Going through the data below, copy out each line where the word "lists" shows up.

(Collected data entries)
########

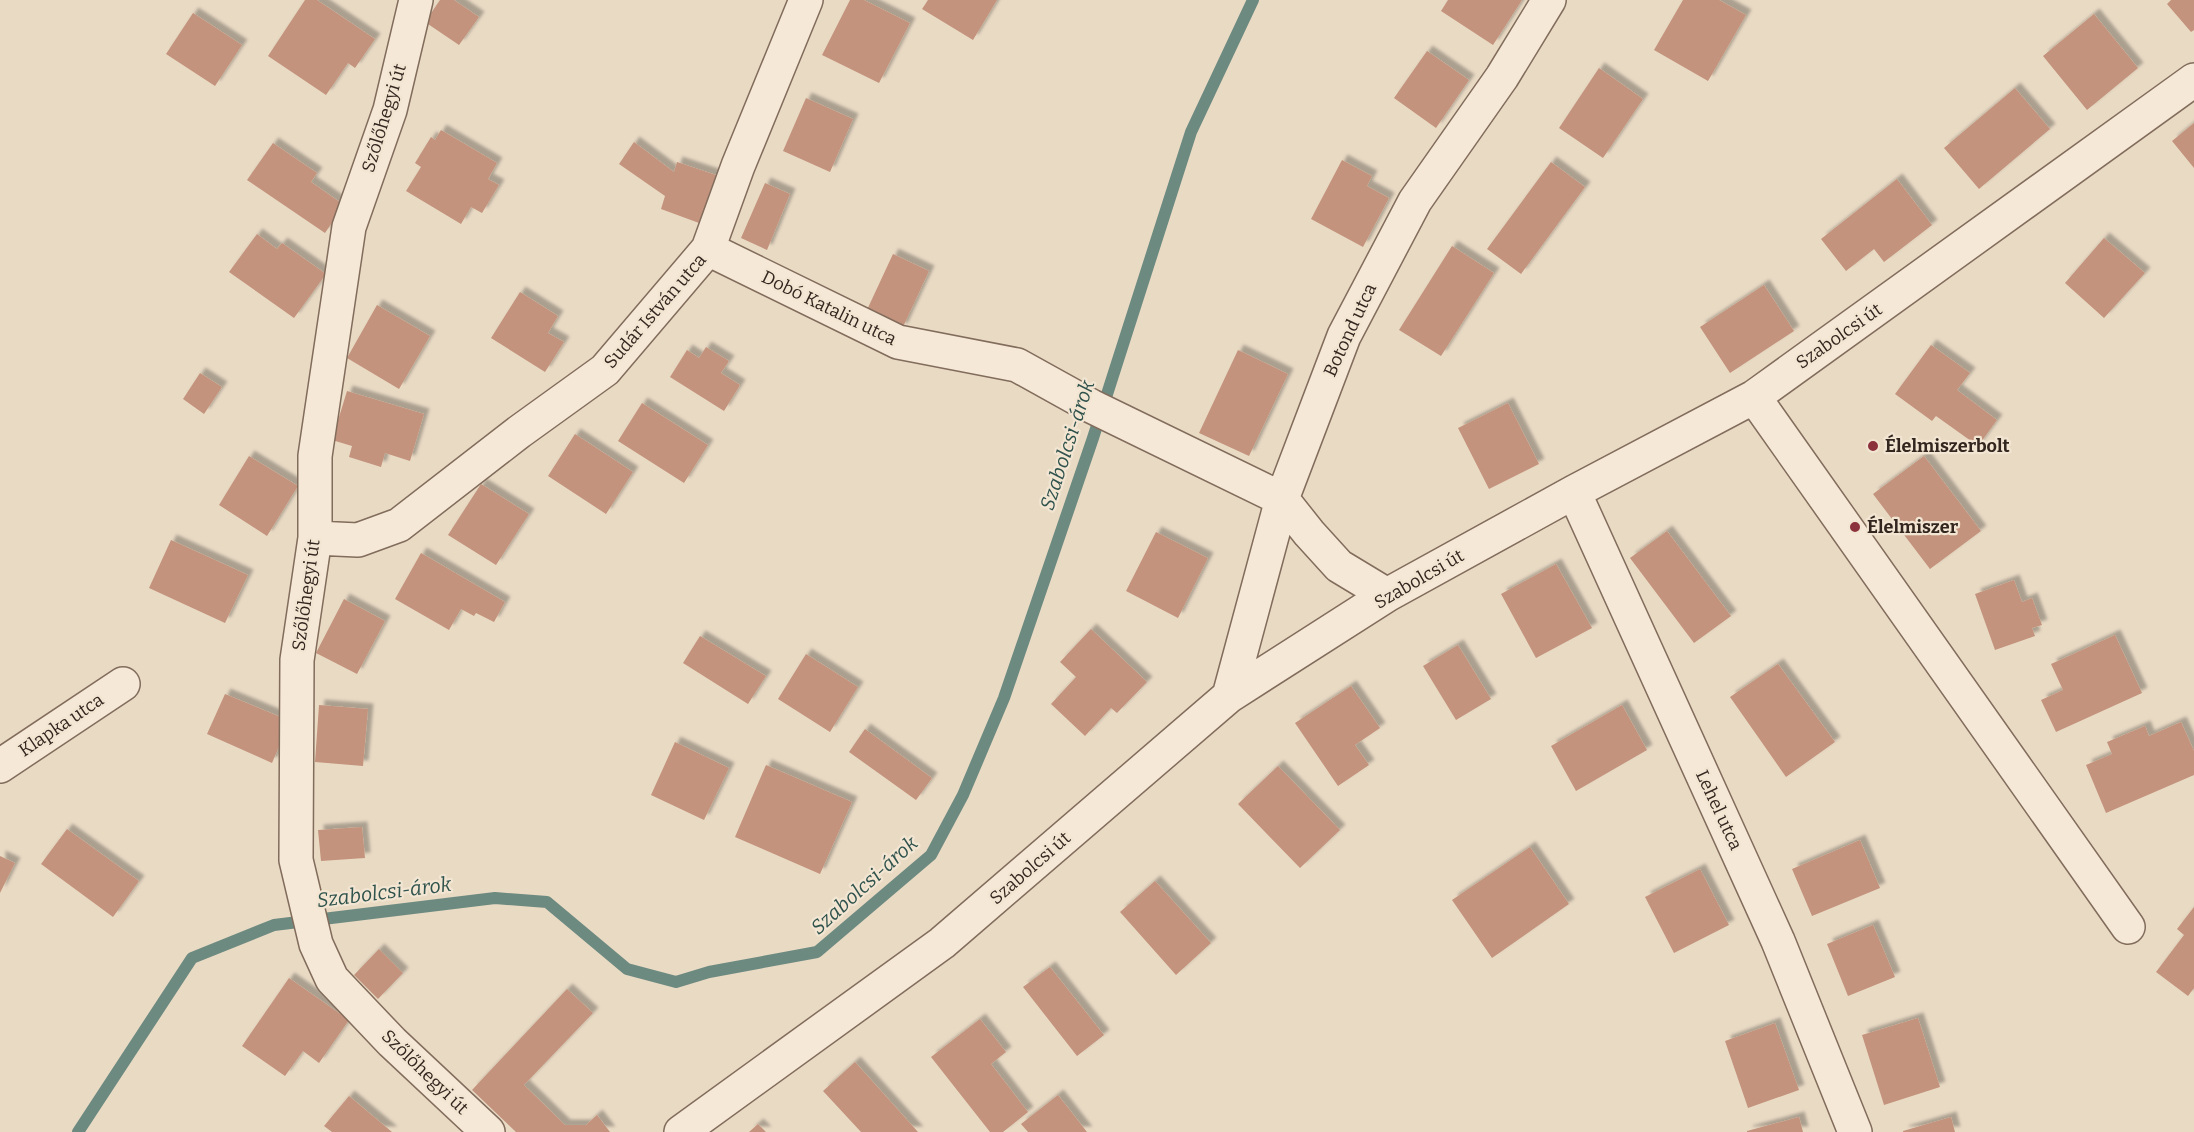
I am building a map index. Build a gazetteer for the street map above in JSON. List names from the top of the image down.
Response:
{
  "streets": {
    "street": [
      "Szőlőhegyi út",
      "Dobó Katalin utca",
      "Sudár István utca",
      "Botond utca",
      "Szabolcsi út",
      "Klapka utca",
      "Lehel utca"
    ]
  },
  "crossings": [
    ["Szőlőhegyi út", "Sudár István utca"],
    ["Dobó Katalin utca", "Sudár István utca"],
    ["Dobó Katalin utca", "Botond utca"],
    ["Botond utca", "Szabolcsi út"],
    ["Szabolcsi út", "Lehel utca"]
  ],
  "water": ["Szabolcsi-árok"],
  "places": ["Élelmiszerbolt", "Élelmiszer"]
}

########

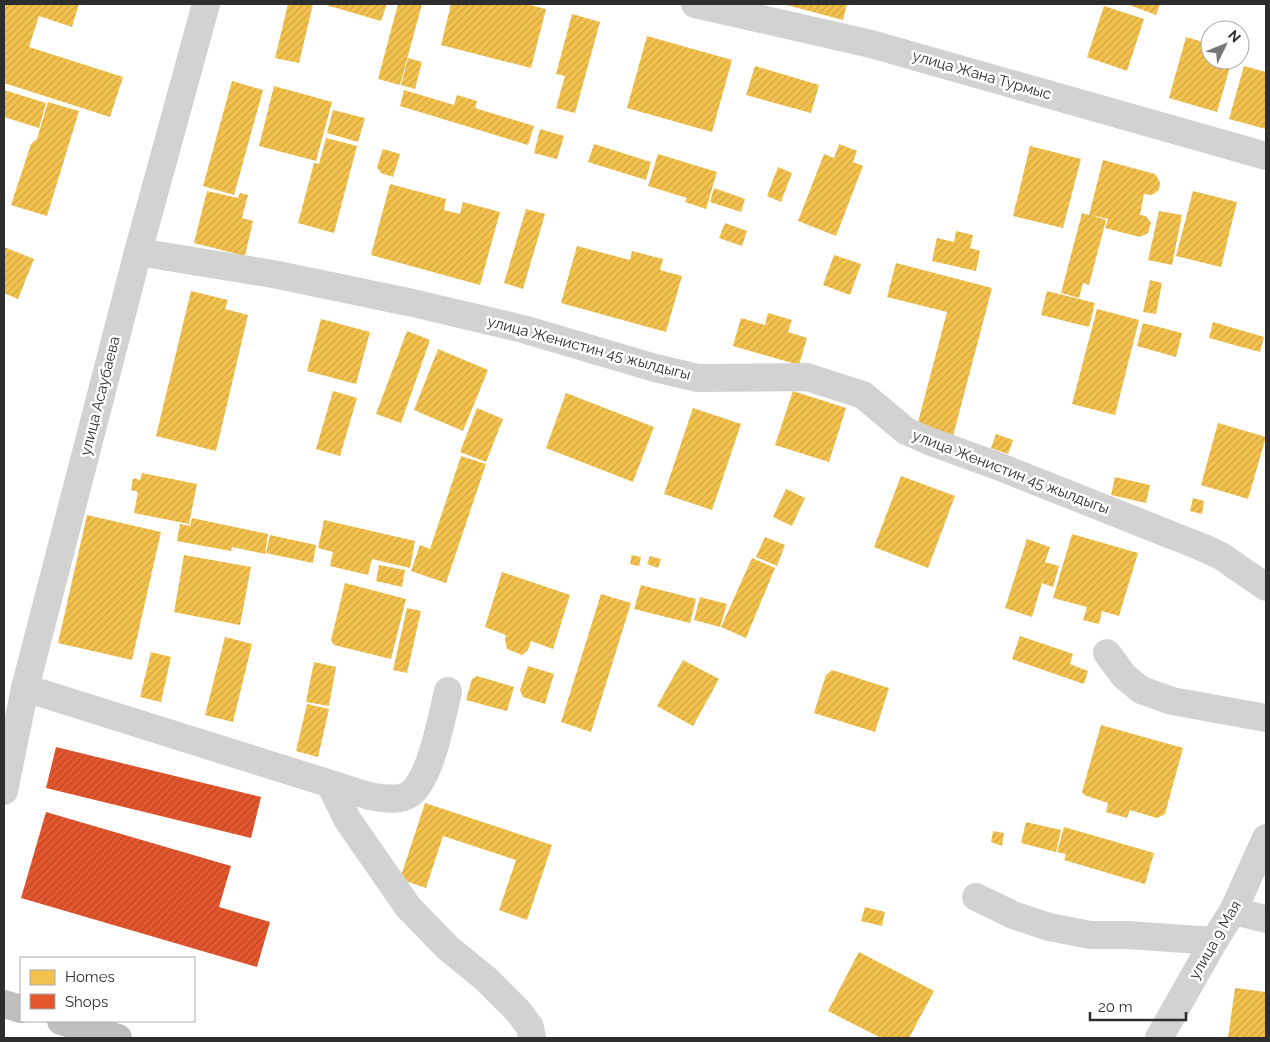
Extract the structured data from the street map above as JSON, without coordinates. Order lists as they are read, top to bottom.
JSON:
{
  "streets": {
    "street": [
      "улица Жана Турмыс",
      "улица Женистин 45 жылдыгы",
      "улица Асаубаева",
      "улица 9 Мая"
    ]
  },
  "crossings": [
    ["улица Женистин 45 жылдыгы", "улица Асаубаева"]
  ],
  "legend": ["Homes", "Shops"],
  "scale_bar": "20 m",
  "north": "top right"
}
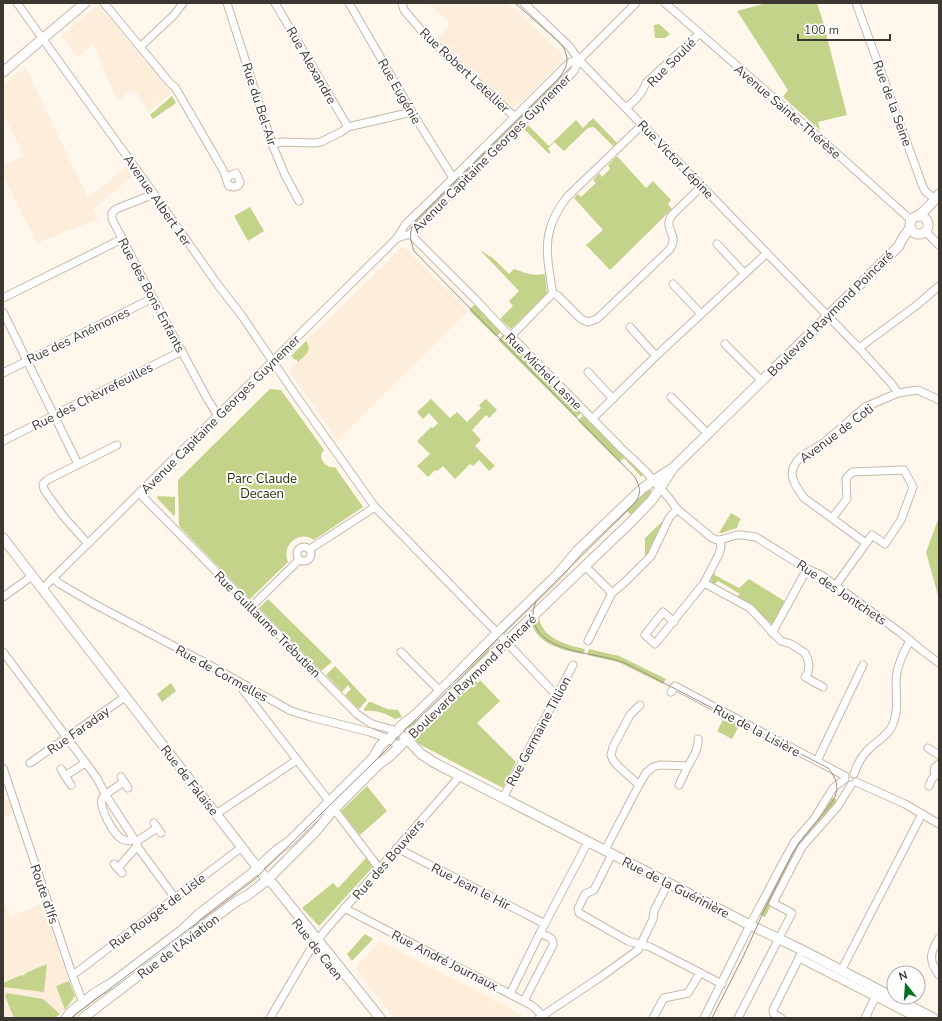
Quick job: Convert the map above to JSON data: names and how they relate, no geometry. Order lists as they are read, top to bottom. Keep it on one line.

########

The completed task
Extract the structured data from the street map above as JSON, without coordinates. Order lists as they are read, top to bottom.
Quick job: Convert the map above to JSON data: names and how they relate, no geometry. Order lists as they are read, top to bottom. Keep it on one line.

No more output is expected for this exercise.